Ustępujący sołtys Brzezia Hieronim Andrzejewski - przed zakończeniem sprawozdania z pięcioletniej kadencji - wymieniał również inwestycje rozpoczęte przez ustępujące władze sołeckie, które nowe powinny kontynuować. Mówił także o zaplanowanych zadaniach, bardzo istotnych dla mieszkańców.
- Ważne dla nas jest pobudowanie oświetlenia przy drodze gminnej, od państwa Radojewskich do skrzyżowania z drogą powiatową w kierunku Czajkowa. Tam rzeczywiście jest ciemno (...) - mówił Hieronim Andrzejewski - SZCZEGÓŁOWO PISALIŚMY O TYM TUTAJ.

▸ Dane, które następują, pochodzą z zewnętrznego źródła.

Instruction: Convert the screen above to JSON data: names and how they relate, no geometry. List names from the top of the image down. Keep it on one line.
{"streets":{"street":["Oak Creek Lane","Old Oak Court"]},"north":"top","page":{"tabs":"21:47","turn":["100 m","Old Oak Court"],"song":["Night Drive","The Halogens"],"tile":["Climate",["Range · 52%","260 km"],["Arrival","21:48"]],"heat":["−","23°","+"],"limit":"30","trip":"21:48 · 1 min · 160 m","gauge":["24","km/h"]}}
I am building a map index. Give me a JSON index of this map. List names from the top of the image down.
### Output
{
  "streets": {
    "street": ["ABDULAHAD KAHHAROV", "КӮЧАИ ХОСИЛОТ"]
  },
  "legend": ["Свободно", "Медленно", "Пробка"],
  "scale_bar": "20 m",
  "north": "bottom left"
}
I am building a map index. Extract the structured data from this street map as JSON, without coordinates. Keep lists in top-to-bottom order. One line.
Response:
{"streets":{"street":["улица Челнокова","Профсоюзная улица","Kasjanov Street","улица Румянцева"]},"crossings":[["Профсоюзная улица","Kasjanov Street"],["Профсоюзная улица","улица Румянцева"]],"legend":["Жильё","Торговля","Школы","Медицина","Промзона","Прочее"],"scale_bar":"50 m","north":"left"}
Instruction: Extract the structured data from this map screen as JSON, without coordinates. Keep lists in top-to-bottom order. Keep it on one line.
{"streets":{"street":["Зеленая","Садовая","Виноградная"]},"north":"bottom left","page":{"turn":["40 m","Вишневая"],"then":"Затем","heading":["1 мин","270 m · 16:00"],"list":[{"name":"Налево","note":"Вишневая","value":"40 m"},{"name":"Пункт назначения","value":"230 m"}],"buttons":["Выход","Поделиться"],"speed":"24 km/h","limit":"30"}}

Wśród pilnych inwestycji, a raczej problemów do rozwiązania, które nękają mieszkańców deweloperskiego osiedla w Brzeziu, a także właścicieli prywatnych posesji, jest sieć dróg wewnętrznych - nieutwardzonych, z wybojami, które podczas intensywnych opadów są zalewane, a zimą dojeżdżający do posesji samochodem mogą zniszczyć sobie podwozie.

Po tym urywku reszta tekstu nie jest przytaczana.